* [Exercise requirements] When you reach the line containing "M682 1150 839 1122 951 1098" in the data below, begin returning lines exactly as written, and stop once the line containing "M4 1579C67 1659 154 1662 247 1675" has been returned.

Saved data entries
====
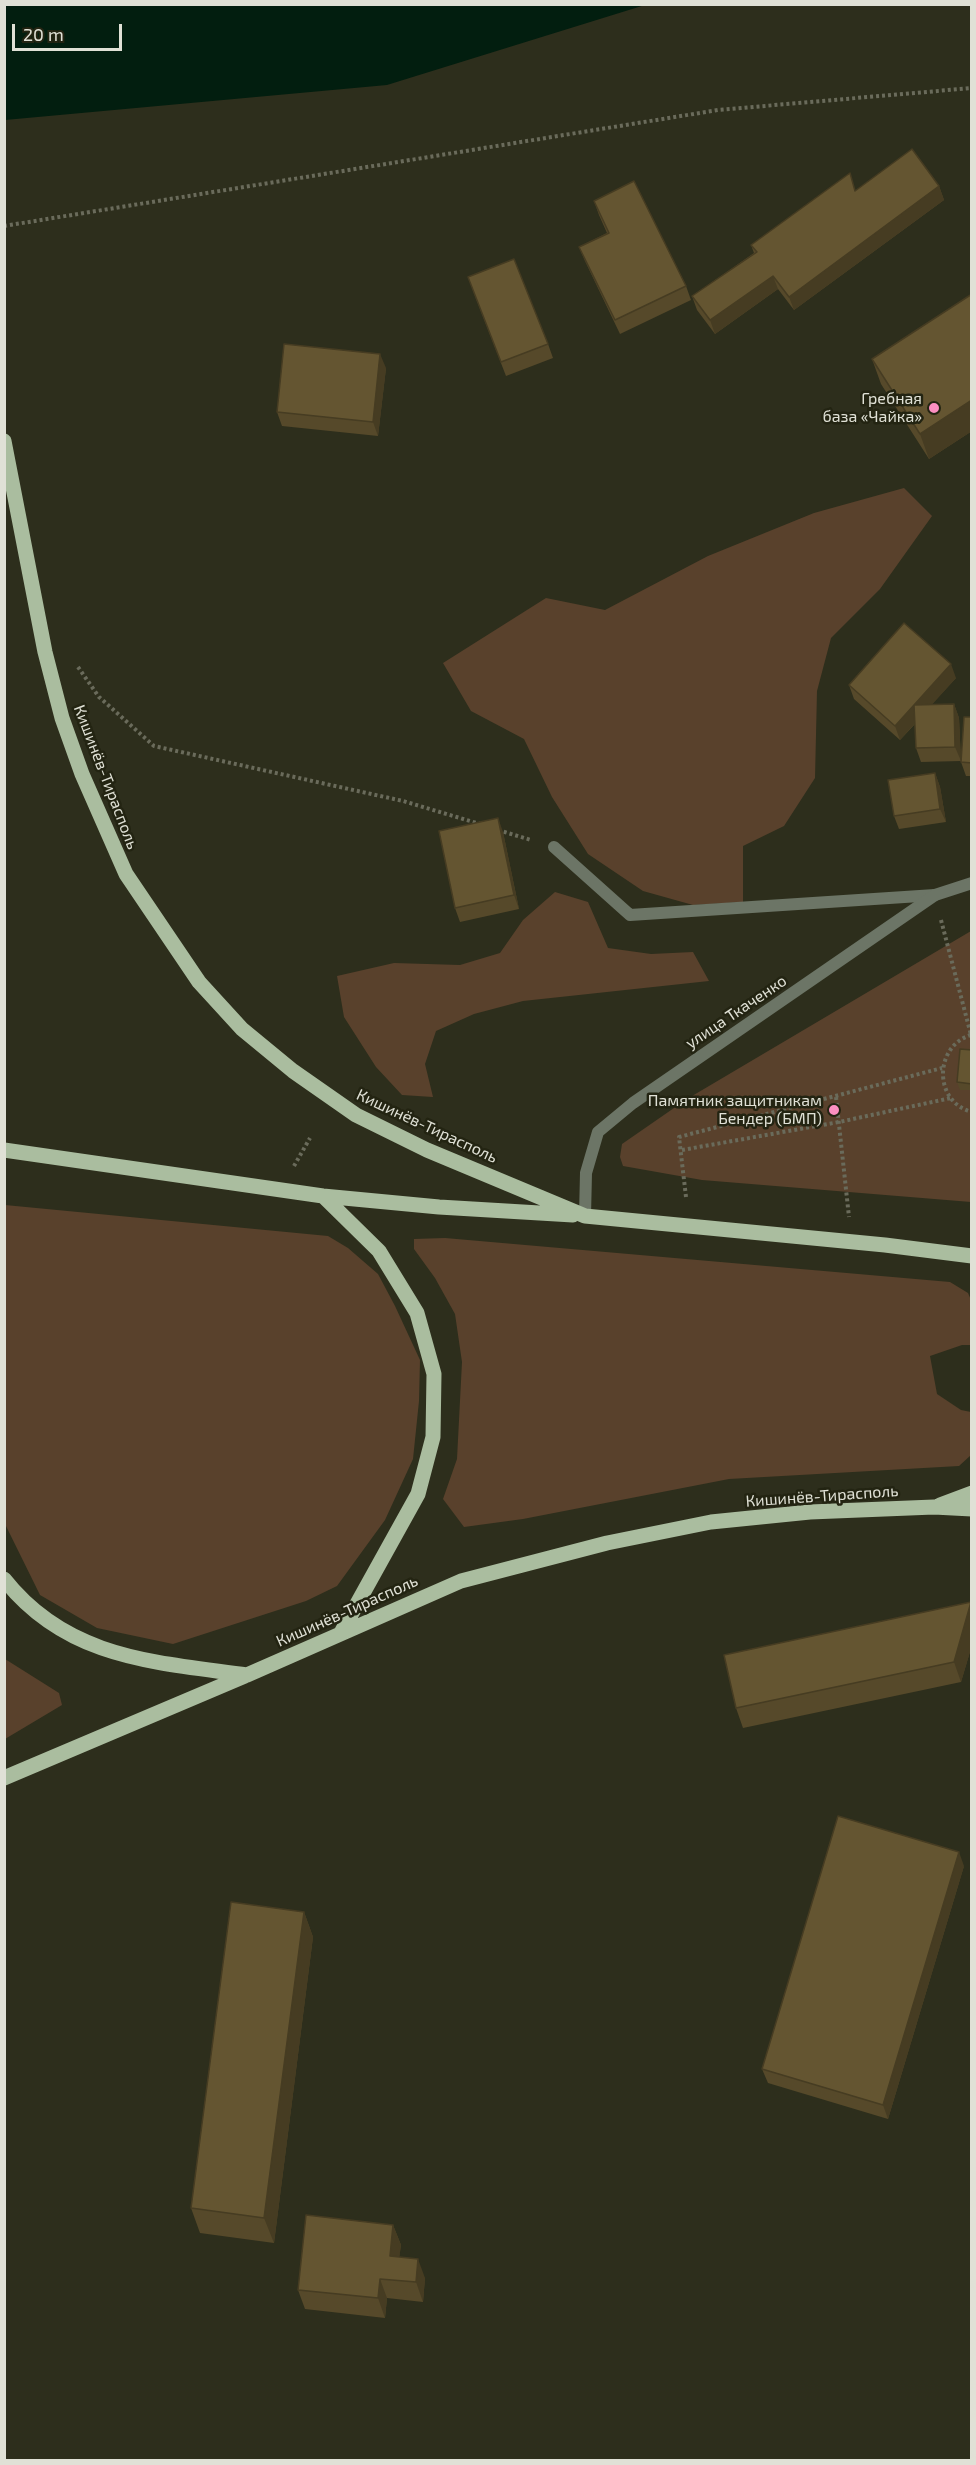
<!DOCTYPE html>
<meta charset="utf-8">
<style>
body{margin:0}
#map{position:relative;width:976px;height:2465px;overflow:hidden;background:#2d2e1c;font-family:"Exo 2",sans-serif}
canvas{display:block}
.frame{position:absolute;inset:0;border:6px solid #e0e1d6;pointer-events:none}
.scale{position:absolute;left:12px;top:24px;width:110px;height:27px;box-sizing:border-box;border:3px solid #e0e1d6;border-top:0;padding-left:8px;font-size:18px;line-height:21px;white-space:nowrap;color:#e0e1d6;-webkit-text-stroke:4px #232412;paint-order:stroke}
</style>
<div id="map">
<canvas width="976" height="2465"></canvas>
<div class="frame"></div>
<div class="scale">20 m</div>
</div>
<script>
const g = document.querySelector('canvas').getContext('2d');
g.lineJoin = 'round';
function fillPath(path, color) { g.fillStyle = color; g.fill(path, 'evenodd'); }
function trace(path, color, width, dash) { g.strokeStyle = color; g.lineWidth = width; g.lineCap = dash ? 'butt' : 'round'; g.setLineDash(dash || []); g.stroke(path); }
function label(font, color, halo, rows, align = 'center') {
  g.font = font + ' "Exo 2",sans-serif'; g.lineWidth = 5; g.setLineDash([]); g.textBaseline = 'middle'; g.strokeStyle = halo; g.fillStyle = color; for (const [text, x, y, turn = 0] of rows) {
    g.save(); g.translate(x, y); g.rotate((+turn || 0) * Math.PI / 180); g.textAlign = isNaN(turn) ? turn : align; if (halo) g.strokeText(text, 0, 0); g.fillText(text, 0, 0); g.restore();
  }
}
fillPath(new Path2D(`
 M904 488 932 516 880 589 831 638 817 691 815 778 784 826 743 846V902L693 905 643 891 588 854 552 797 524 739 471 711 443 663 546 598 605 610 708 556 814 513Z
 M555 892 588 902 608 948 651 954 693 952 709 981 523 1001 474 1014 436 1031 425 1064 433 1097 402 1095 376 1067 344 1017 337 976 394 963 460 965 500 953 523 920Z
 M971 931V1202L702 1180 623 1166 620 1157 622 1144 687 1099Z
 M5 1205 328 1236 348 1248 378 1274 395 1306 420 1360 419 1401 413 1459 385 1520 337 1586 306 1601 173 1644 97 1628 40 1595 5 1524Z
 M445 1238 950 1282 968 1293 971 1300V1345H962L930 1356 937 1394 961 1410 971 1412V1455L959 1466 729 1479 523 1519 464 1527 443 1499 457 1459 462 1362 455 1314 435 1278 414 1249V1239Z
 M5 1659 59 1693 62 1705 5 1739Z`), '#59412c');
fillPath(new Path2D(`
 M4 5 5 4 645 5 387 85 5 120Z`), '#021e0f');
trace(new Path2D(`
 M4 226 718 110 972 88
 M78 667 99 697 154 746 403 801 480 824
 M498 830 531 840
 M941 920 971 1035
 M971 1035C934 1046 933 1102 972 1112
 M836 1097 849 1217
 M682 1150 839 1122 951 1098
 M294 1166 310 1138
 M686 1197 679 1137 942 1068`), '#6a6b5b', 4, [3, 3]);
trace(new Path2D(`
 M554 847 630 915 935 895`), '#6c7566', 12);
trace(new Path2D(`
 M585 1216 586 1173 598 1132 633 1103 935 895 972 883`), '#6c7566', 12);
trace(new Path2D(`
 M4 441 45 652 62 718 82 774 126 874 199 982 242 1029 293 1071 356 1115 427 1150 585 1216 885 1245 972 1256
 M4 1150 323 1196 439 1207 573 1215
 M323 1196 379 1251 417 1313 434 1374 433 1437 418 1494 342 1631
 M940 1505 972 1493
 M4 1579C67 1659 154 1662 247 1675
 M4 1778 247 1675 461 1581 607 1543 711 1522 810 1512 934 1507 972 1509`), '#aabd9f', 15);
fillPath(new Path2D(`
 M939 186 944 200 794 310 778 289 715 334 697 310 692 296 754 253 751 245 856 190Z
 M594 201 686 286 691 300 620 334 585 261 579 247 607 233 599 215Z
 M473 291 548 344 553 358 506 376Z
 M972 294V431L929 459 881 384 872 359Z
 M386 368 378 436 282 426 277 412Z
 M956 678 932 704H954L959 718 961 761 921 762 916 748 915 724 900 740 854 699 849 685Z
 M972 717V776H966L961 762Z
 M935 773 940 787 946 822 899 829 894 816Z
 M503 832 519 909 460 922 455 908Z
 M972 1050V1090H960L957 1082Z
 M971 1602 972 1645 961 1682 743 1728 736 1708Z
 M964 1866 888 2119 768 2083 762 2069Z
 M304 1912 313 1937 274 2243 200 2233 191 2208Z
 M393 2225 401 2245 399 2257 425 2278 423 2302 387 2298 385 2318 305 2309 298 2290Z`), '#56492a');
fillPath(new Path2D(`
 M939 186 944 200 794 310 789 297Z
 M773 276 778 289 715 334 710 320Z
 M380 354 386 368 378 436 373 422Z
 M972 400V431L929 459 920 434Z
 M951 664 956 678 900 740 895 726Z
 M954 704 959 718 961 761 955 747Z
 M935 773 940 787 946 822 940 809Z
 M498 818 503 832 519 909 514 895Z
 M971 1602 972 1645 961 1682 954 1662Z
 M959 1852 964 1866 888 2119 883 2105Z
 M304 1912 313 1937 274 2243 264 2218Z
 M393 2225 401 2245 397 2275 390 2256Z
 M418 2259 425 2278 423 2302 416 2282Z
 M380 2279 387 2298 385 2318 378 2298Z`), '#463c22');
const building = new Path2D(`
 M912 149 939 186 789 297 773 276 710 320 692 296 757 252 751 245 850 173 855 191Z
 M634 181 686 286 615 320 579 247 609 233 594 201Z
 M514 259 548 344 501 362 468 277Z
 M972 294V400L920 434 872 359Z
 M284 344 380 354 373 422 277 412Z
 M904 623 951 664 914 705 954 704 955 747 916 748 914 705 895 726 849 685Z
 M964 717H972V763L961 762Z
 M935 773 940 809 894 816 888 780Z
 M498 818 514 895 455 908 439 831Z
 M960 1049 972 1050V1084L957 1082Z
 M971 1602 954 1662 736 1708 724 1655Z
 M838 1816 959 1852 883 2105 762 2069Z
 M231 1902 304 1912 264 2218 191 2208Z
 M306 2215 393 2225 390 2256 418 2259 416 2282 380 2279 378 2298 298 2290Z`);
fillPath(building, '#645531');
trace(building, '#463c22', 1.5);
for (const [x, y, r, color] of [
 [934,408,6,"#fc8fc1"],
 [834,1110,6,"#fc8fc1"]
]) { const dot = new Path2D(); dot.arc(x, y, r, 0, 2 * Math.PI); g.fillStyle = color; g.fill(dot); trace(dot, '#232412', 2); }
label('16px', '#e0e1d6', '#232412', [
 ["Гребная",922,399],
 ["база «Чайка»",922,417],
 ["Памятник защитникам",822,1101],
 ["Бендер (БМП)",822,1119]
], 'right');
label('16px', '#e0e1d6', '#232412', [
 ["Кишинёв-Тирасполь",106,777,69],
 ["улица Ткаченко",736,1012,-34],
 ["Кишинёв-Тирасполь",427,1126,25],
 ["Кишинёв-Тирасполь",822,1496,-4],
 ["Кишинёв-Тирасполь",347,1611,-24]
]);
</script>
====
* [Result]
 M682 1150 839 1122 951 1098
 M294 1166 310 1138
 M686 1197 679 1137 942 1068`), '#6a6b5b', 4, [3, 3]);
trace(new Path2D(`
 M554 847 630 915 935 895`), '#6c7566', 12);
trace(new Path2D(`
 M585 1216 586 1173 598 1132 633 1103 935 895 972 883`), '#6c7566', 12);
trace(new Path2D(`
 M4 441 45 652 62 718 82 774 126 874 199 982 242 1029 293 1071 356 1115 427 1150 585 1216 885 1245 972 1256
 M4 1150 323 1196 439 1207 573 1215
 M323 1196 379 1251 417 1313 434 1374 433 1437 418 1494 342 1631
 M940 1505 972 1493
 M4 1579C67 1659 154 1662 247 1675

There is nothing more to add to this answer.